[Saved data entries]

____________________

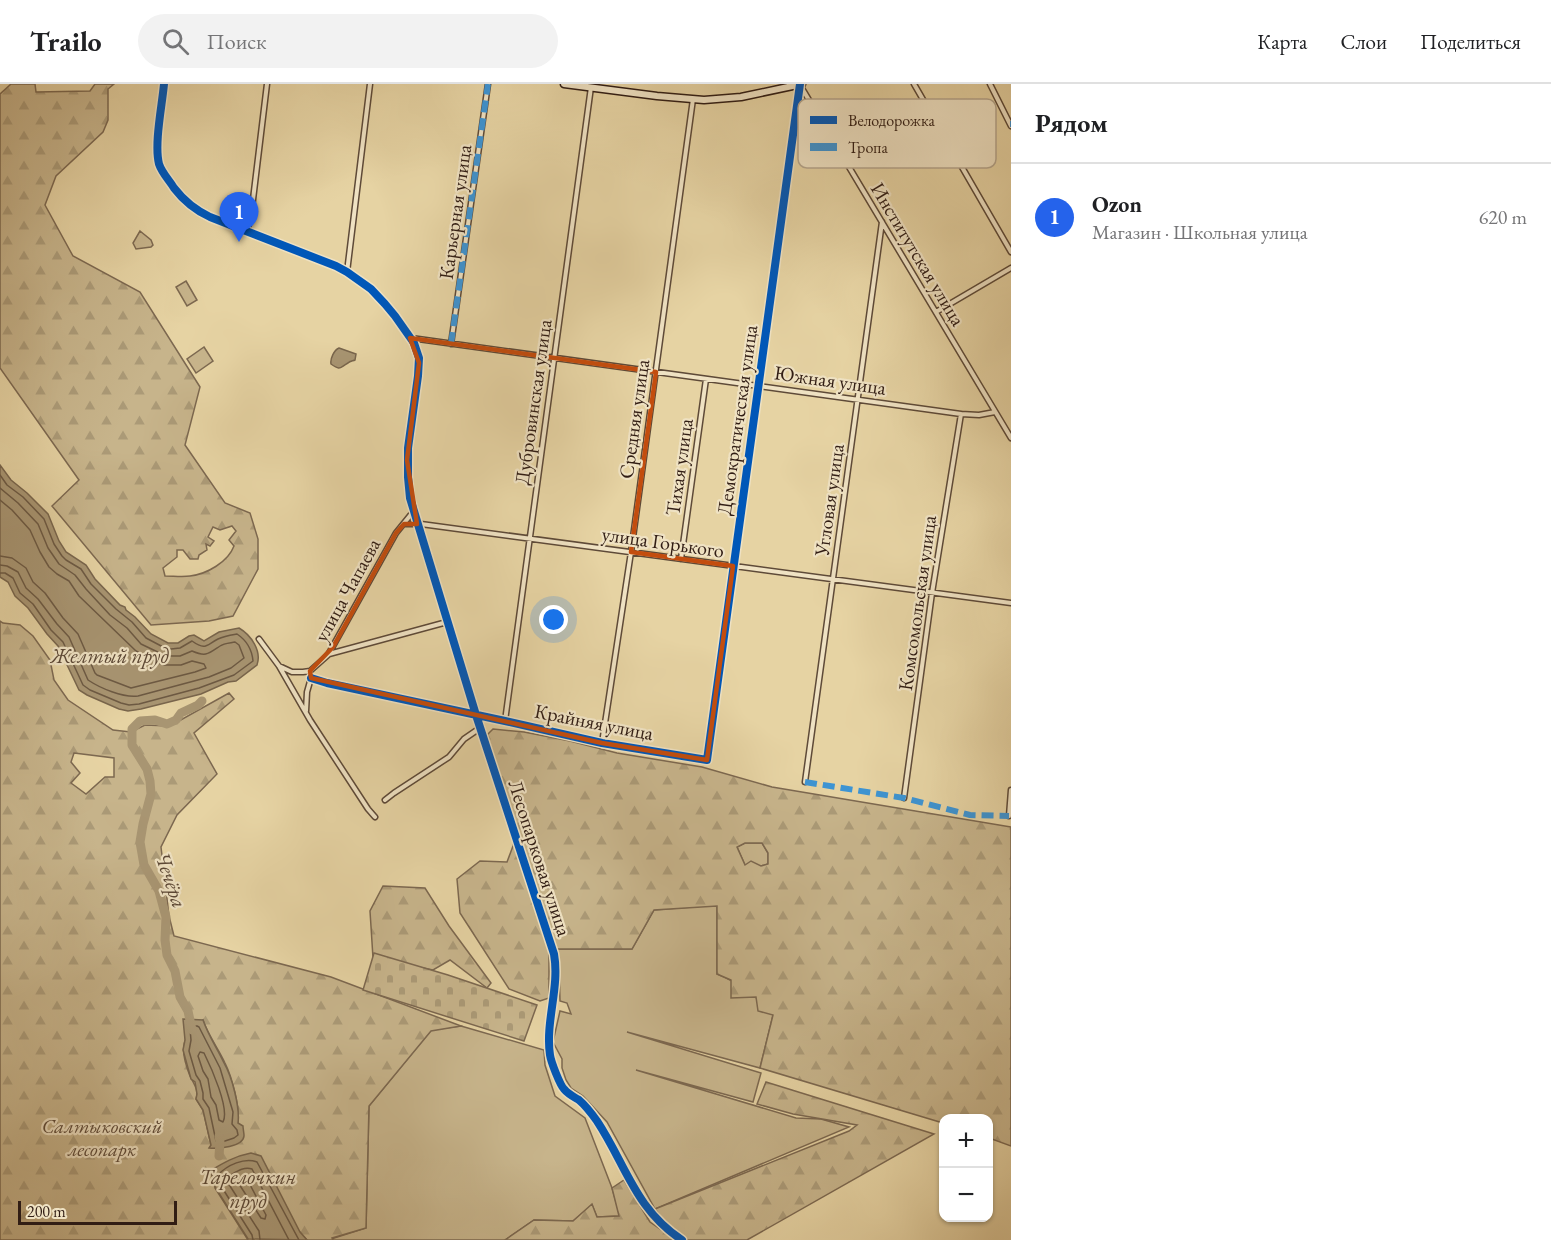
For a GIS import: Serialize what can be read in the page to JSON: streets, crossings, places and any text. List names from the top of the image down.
{
  "streets": {
    "street": [
      "Карьерная улица",
      "Институтская улица",
      "Южная улица",
      "Дубровинская улица",
      "Средняя улица",
      "Демократическая улица",
      "Тихая улица",
      "Угловая улица",
      "улица Горького",
      "улица Чапаева",
      "Комсомольская улица",
      "Крайняя улица",
      "Лесопарковая улица"
    ]
  },
  "crossings": [
    ["Карьерная улица", "Южная улица"],
    ["Институтская улица", "Южная улица"],
    ["Институтская улица", "Демократическая улица"],
    ["Институтская улица", "Угловая улица"],
    ["Южная улица", "Дубровинская улица"],
    ["Южная улица", "Средняя улица"],
    ["Южная улица", "Демократическая улица"],
    ["Южная улица", "Тихая улица"],
    ["Южная улица", "Угловая улица"],
    ["Южная улица", "Комсомольская улица"],
    ["Южная улица", "Лесопарковая улица"],
    ["Дубровинская улица", "улица Горького"],
    ["Дубровинская улица", "Крайняя улица"],
    ["Средняя улица", "улица Горького"],
    ["Средняя улица", "Крайняя улица"],
    ["Демократическая улица", "улица Горького"],
    ["Демократическая улица", "Крайняя улица"],
    ["Тихая улица", "улица Горького"],
    ["Угловая улица", "улица Горького"],
    ["улица Горького", "улица Чапаева"],
    ["улица Горького", "Комсомольская улица"],
    ["улица Горького", "Лесопарковая улица"],
    ["улица Чапаева", "Лесопарковая улица"],
    ["Крайняя улица", "Лесопарковая улица"]
  ],
  "water": ["Желтый пруд", "Чечёра", "Тарелочкин пруд"],
  "parks": ["Салтыковский лесопарк"],
  "legend": ["Велодорожка", "Тропа"],
  "scale_bar": "200 m",
  "page": {
    "header": "Trailo",
    "search": "Поиск",
    "nav": ["Карта", "Слои", "Поделиться"],
    "heading": "Рядом",
    "list": [
      {
        "mark": "1",
        "name": "Ozon",
        "note": "Магазин · Школьная улица",
        "value": "620 m"
      }
    ],
    "pins": "1",
    "map_buttons": ["+", "−"],
    "scale": "200 m"
  }
}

____________________

* WHAT IS EXPECTED
Print the entries above exactly, leaving pictures out.

* SOLUTION FOR THIS TASK
For a GIS import: Serialize what can be read in the page to JSON: streets, crossings, places and any text. List names from the top of the image down.
{
  "streets": {
    "street": [
      "Карьерная улица",
      "Институтская улица",
      "Южная улица",
      "Дубровинская улица",
      "Средняя улица",
      "Демократическая улица",
      "Тихая улица",
      "Угловая улица",
      "улица Горького",
      "улица Чапаева",
      "Комсомольская улица",
      "Крайняя улица",
      "Лесопарковая улица"
    ]
  },
  "crossings": [
    ["Карьерная улица", "Южная улица"],
    ["Институтская улица", "Южная улица"],
    ["Институтская улица", "Демократическая улица"],
    ["Институтская улица", "Угловая улица"],
    ["Южная улица", "Дубровинская улица"],
    ["Южная улица", "Средняя улица"],
    ["Южная улица", "Демократическая улица"],
    ["Южная улица", "Тихая улица"],
    ["Южная улица", "Угловая улица"],
    ["Южная улица", "Комсомольская улица"],
    ["Южная улица", "Лесопарковая улица"],
    ["Дубровинская улица", "улица Горького"],
    ["Дубровинская улица", "Крайняя улица"],
    ["Средняя улица", "улица Горького"],
    ["Средняя улица", "Крайняя улица"],
    ["Демократическая улица", "улица Горького"],
    ["Демократическая улица", "Крайняя улица"],
    ["Тихая улица", "улица Горького"],
    ["Угловая улица", "улица Горького"],
    ["улица Горького", "улица Чапаева"],
    ["улица Горького", "Комсомольская улица"],
    ["улица Горького", "Лесопарковая улица"],
    ["улица Чапаева", "Лесопарковая улица"],
    ["Крайняя улица", "Лесопарковая улица"]
  ],
  "water": ["Желтый пруд", "Чечёра", "Тарелочкин пруд"],
  "parks": ["Салтыковский лесопарк"],
  "legend": ["Велодорожка", "Тропа"],
  "scale_bar": "200 m",
  "page": {
    "header": "Trailo",
    "search": "Поиск",
    "nav": ["Карта", "Слои", "Поделиться"],
    "heading": "Рядом",
    "list": [
      {
        "mark": "1",
        "name": "Ozon",
        "note": "Магазин · Школьная улица",
        "value": "620 m"
      }
    ],
    "pins": "1",
    "map_buttons": ["+", "−"],
    "scale": "200 m"
  }
}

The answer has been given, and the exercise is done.